Today, there is no shortage of SBCs out there, and intel has released some pretty powerful x86 based ones, like the minnowboard max 2.
On the market at this very moment, Western Digital is offering an external hard drive that has an interesting enclosure. (See Western Digital MyBook 3TB and 4TB models) This is basically just a little triangle shaped USB to SATA adapter attached to a standard 3.5 inch SATA HDD, which is itself mounted on 4 little rubberized pegs, held into the enclosure via some little receptacles for the rubberized pegs.
Now, the hardware hack.
I bought one of these late one night (way after midnight after all more reputable sources of computer parts had closed) just to get the HDD inside, as I needed a replacement RIGHT NOW. (Got the 4TB version. 3Tb drives have terrible failure rates. It was a 4TB WD Green series SATA drive. Not splendid, but it serviced.)
That left me with the shell. For awhile I left it to sit around and ignored it, but the more I looked at it, the more it just screamed to have something done with it.
The drive kit came with a 12vdc wall wart that can put out about 30W of juice. The enclosure has cutouts for the 12v barrel connector, the "USB3.0 HDD style" connector, and a lockstrap hole.
Minor modifications with a dremel tool made the USB slot into a standard USB sized opening, and the lockstrap hole large enough to accomodate a mini HDMI port.
Inside, I took a 2.5in to 3.5in bay adapter, put the rubberized pegs on, then marked mounting points for a minnowboard max 2 with a sharpie marker, drilled them out, then attached standoffs using a combination of small back-facing nuts and washers. In the 2.5in bay, I installed a 2.5 inch SATA HDD.
The minnowboard is unique among SBCs, because it has a real SATA interface on it. It is a dual core intel atom system with intel integrated video.

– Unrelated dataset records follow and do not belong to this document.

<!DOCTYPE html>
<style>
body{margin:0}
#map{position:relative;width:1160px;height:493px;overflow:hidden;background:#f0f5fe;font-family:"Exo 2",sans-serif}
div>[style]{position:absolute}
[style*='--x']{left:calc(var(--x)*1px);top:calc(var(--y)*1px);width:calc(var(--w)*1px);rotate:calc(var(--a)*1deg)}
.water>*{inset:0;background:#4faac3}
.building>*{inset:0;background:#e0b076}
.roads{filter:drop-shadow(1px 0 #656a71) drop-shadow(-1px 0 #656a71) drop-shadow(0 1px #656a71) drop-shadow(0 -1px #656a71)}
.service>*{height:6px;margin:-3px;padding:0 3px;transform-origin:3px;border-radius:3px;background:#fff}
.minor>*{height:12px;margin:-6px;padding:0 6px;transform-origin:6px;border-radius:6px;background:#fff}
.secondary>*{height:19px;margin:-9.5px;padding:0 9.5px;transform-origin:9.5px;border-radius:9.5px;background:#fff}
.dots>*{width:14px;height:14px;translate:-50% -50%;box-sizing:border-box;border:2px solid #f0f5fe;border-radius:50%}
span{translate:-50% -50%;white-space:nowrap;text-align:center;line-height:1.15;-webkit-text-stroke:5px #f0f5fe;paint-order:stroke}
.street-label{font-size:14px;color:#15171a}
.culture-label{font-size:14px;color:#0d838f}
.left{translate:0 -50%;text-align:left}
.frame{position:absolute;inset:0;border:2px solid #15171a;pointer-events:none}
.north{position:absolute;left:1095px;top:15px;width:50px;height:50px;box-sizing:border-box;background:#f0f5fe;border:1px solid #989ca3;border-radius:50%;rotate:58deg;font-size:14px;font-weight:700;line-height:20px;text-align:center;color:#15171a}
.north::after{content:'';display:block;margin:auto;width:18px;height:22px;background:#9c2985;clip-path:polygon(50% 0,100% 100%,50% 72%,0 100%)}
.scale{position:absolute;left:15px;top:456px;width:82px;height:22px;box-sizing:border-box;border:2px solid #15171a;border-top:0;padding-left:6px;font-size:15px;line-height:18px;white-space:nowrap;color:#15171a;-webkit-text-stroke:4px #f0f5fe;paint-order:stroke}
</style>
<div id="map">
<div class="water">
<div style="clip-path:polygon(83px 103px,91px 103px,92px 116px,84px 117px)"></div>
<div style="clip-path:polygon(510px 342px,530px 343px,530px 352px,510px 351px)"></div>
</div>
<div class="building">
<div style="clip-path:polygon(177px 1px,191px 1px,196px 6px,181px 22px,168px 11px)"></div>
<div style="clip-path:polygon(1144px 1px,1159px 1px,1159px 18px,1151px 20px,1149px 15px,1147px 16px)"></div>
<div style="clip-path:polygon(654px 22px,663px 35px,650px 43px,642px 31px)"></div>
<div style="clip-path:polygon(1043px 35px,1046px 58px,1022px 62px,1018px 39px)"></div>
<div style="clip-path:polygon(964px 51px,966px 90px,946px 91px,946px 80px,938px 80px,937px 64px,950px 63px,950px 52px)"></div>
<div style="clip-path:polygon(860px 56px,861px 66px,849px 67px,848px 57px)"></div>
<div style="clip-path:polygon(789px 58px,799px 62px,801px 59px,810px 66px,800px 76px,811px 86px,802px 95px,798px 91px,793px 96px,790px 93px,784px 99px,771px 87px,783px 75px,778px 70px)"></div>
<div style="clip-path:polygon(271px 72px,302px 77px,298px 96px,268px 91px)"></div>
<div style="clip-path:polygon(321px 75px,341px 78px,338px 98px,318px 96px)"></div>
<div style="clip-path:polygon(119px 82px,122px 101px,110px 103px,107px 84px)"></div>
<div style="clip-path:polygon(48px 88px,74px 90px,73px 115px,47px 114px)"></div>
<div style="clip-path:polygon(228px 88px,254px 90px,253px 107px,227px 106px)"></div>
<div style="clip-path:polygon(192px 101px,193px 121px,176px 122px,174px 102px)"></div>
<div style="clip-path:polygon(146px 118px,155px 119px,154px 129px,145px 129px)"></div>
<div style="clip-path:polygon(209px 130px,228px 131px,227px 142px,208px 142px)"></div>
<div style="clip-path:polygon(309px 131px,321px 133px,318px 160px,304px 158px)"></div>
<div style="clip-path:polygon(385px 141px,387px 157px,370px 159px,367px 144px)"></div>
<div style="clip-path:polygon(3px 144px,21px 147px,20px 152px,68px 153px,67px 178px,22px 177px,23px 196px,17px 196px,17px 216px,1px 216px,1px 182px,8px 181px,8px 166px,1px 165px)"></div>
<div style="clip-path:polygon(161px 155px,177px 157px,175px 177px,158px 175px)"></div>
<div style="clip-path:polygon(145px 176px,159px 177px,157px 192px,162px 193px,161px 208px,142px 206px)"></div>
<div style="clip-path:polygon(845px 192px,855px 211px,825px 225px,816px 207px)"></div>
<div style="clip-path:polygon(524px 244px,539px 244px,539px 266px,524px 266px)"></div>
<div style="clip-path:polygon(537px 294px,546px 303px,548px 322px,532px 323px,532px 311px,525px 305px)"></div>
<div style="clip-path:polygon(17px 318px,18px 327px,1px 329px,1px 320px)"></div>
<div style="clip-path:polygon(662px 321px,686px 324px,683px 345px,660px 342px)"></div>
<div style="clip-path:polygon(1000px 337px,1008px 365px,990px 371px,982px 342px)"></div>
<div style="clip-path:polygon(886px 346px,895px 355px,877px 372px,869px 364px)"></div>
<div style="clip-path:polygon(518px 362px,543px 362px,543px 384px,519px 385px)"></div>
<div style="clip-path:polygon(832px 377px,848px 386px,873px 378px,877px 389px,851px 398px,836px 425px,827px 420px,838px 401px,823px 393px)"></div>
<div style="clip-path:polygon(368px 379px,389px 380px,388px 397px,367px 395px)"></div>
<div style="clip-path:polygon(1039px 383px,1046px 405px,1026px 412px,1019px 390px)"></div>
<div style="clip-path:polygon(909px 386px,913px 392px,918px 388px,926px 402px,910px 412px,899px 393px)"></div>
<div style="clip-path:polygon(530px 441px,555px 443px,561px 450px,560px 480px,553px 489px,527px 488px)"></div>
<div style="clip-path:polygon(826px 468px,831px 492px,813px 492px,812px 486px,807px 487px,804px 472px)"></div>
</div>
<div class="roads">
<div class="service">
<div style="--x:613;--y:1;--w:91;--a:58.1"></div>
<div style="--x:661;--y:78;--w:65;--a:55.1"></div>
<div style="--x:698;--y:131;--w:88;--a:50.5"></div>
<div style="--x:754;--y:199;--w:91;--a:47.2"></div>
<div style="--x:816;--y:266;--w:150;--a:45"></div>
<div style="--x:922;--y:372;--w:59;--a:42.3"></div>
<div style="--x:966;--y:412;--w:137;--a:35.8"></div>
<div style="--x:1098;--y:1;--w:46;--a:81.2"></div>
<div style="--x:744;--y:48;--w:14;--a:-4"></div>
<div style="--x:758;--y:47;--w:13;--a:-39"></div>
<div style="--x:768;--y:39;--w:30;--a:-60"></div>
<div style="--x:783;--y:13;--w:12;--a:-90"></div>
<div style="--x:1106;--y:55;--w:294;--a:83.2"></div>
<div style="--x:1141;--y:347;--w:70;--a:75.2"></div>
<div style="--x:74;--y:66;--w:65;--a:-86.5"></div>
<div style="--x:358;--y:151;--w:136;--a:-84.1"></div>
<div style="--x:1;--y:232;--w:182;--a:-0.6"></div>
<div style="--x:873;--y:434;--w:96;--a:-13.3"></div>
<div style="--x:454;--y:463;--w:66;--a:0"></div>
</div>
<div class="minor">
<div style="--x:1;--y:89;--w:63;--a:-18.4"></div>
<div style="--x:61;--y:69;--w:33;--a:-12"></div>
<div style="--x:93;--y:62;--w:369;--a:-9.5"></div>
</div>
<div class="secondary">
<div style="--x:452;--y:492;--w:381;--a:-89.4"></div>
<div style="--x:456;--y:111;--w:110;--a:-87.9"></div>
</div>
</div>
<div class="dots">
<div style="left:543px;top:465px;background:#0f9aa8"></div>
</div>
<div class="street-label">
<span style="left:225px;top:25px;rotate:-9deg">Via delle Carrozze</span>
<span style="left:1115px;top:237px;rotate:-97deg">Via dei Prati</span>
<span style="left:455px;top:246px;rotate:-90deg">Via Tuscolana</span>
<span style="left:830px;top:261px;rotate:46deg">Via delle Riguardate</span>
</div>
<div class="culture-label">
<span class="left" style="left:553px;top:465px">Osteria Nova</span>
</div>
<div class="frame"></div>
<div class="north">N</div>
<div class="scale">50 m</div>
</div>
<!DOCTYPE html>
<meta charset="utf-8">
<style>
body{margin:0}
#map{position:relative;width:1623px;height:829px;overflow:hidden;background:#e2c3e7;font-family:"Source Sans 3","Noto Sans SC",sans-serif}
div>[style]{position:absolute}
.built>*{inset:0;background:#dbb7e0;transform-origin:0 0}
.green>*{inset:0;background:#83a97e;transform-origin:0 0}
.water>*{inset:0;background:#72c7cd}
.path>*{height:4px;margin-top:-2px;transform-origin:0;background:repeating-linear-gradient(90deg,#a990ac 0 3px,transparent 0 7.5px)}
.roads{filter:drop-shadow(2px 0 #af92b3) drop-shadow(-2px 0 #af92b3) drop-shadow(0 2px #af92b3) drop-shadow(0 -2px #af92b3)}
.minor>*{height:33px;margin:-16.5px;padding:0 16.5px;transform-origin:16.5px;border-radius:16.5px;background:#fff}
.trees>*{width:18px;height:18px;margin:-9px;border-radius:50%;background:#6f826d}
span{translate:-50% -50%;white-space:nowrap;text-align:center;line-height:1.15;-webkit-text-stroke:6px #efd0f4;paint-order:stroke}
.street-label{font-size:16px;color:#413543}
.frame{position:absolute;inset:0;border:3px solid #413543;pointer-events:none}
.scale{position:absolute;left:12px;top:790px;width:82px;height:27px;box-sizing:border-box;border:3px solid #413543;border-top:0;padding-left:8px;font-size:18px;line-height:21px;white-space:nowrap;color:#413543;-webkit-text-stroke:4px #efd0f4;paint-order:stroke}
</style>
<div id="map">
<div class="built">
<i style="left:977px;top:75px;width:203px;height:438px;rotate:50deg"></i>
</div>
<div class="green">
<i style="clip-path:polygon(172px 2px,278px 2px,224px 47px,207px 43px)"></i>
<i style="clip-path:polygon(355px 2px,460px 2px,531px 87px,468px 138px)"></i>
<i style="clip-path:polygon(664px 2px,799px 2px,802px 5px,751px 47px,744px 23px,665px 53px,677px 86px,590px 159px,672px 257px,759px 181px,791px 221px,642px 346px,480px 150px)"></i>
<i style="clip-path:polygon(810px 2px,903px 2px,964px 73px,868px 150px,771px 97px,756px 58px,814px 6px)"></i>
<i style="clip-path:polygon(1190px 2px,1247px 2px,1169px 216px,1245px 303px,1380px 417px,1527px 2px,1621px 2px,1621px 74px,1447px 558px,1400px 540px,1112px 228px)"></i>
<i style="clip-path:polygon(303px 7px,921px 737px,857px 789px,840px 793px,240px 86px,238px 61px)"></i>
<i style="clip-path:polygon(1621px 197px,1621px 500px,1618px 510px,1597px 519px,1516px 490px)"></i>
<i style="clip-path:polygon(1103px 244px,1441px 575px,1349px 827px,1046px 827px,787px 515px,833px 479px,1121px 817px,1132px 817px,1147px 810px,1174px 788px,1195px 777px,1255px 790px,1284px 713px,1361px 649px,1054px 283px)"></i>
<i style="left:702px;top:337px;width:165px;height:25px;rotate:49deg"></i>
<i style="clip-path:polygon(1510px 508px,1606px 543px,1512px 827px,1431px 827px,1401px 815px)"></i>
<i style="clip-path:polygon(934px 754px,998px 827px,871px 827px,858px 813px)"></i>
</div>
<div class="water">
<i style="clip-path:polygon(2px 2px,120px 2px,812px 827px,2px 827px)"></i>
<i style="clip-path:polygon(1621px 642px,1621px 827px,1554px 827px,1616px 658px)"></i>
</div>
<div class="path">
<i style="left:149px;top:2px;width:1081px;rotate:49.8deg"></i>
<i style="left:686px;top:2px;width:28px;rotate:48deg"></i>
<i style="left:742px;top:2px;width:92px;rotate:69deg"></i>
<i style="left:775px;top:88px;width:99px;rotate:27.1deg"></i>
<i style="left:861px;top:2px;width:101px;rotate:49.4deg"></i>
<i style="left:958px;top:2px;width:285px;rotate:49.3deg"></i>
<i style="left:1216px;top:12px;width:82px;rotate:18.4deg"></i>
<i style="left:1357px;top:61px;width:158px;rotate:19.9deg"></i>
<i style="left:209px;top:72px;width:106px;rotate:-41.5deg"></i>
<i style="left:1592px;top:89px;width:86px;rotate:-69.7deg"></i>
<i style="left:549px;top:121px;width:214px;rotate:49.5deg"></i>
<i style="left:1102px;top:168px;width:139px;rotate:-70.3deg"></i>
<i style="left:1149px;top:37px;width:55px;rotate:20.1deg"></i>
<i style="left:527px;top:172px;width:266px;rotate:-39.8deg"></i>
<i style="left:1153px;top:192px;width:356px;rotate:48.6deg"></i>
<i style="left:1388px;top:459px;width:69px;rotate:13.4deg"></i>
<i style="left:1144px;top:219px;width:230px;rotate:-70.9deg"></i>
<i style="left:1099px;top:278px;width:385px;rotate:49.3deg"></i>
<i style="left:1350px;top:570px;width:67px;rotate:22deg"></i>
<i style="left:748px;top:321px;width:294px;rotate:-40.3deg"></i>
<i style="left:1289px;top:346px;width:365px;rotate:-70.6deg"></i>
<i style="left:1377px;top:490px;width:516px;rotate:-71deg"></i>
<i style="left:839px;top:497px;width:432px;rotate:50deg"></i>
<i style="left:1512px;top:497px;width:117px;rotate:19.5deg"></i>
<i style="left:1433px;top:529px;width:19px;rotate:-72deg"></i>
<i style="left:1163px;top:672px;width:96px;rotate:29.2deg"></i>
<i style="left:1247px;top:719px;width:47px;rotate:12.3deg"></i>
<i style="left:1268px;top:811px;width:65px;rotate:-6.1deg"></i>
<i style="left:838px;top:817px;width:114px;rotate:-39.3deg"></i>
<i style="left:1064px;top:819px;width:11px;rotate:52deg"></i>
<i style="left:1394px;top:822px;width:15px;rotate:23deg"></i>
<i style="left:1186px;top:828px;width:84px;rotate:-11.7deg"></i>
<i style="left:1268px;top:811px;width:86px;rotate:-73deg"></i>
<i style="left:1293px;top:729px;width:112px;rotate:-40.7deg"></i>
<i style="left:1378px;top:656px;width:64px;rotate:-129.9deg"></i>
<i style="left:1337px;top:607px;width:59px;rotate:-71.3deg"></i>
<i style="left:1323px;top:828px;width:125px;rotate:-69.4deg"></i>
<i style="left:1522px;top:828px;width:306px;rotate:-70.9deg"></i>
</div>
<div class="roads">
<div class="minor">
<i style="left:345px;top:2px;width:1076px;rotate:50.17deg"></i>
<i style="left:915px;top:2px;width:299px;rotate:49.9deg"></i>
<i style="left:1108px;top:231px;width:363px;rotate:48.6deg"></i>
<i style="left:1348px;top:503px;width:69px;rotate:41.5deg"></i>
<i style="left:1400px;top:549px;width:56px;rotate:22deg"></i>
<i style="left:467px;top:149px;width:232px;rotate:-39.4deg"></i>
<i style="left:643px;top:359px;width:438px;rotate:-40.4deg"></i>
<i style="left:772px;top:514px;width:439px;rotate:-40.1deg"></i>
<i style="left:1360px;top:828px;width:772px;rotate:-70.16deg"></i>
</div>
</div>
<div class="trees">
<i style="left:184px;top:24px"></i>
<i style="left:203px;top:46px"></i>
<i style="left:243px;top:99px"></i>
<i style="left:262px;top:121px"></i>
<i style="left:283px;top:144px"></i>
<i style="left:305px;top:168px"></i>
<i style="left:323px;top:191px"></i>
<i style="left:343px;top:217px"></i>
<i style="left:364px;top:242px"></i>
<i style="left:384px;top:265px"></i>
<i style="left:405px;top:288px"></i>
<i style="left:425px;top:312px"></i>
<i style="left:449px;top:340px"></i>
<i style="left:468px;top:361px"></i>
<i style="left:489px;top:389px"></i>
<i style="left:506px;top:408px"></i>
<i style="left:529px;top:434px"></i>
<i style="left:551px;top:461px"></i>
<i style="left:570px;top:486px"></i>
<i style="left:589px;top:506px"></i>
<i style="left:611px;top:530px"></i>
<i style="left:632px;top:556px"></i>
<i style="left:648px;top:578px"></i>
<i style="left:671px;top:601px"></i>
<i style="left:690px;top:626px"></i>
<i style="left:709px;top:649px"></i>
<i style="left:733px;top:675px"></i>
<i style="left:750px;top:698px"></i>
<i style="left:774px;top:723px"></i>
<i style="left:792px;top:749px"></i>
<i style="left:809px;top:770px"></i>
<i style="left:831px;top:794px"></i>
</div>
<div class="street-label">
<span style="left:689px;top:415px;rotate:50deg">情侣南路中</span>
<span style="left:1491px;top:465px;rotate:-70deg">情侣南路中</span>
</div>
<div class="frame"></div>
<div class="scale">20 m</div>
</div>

Whoopy freaking do, except for the fact that it's total TDP is around 6 watts. That's low enough to run without a fan, and well within the 30W the DC supply that came with the drive can deliver. The problem is that it needs 5vdc, not 12vdc. Easily fixed with a DC-DC power converter.
Long story short, I found that there was enough room inside the enclosure for the HDD, the minnowboard, extender cables going to the port openings from the minnoboard, an interal USB2.0 hub for things like WiFi and Bluetooth, the DC-DC power converter, and all that jazz.
It makes a very snazzy looking HTPC box.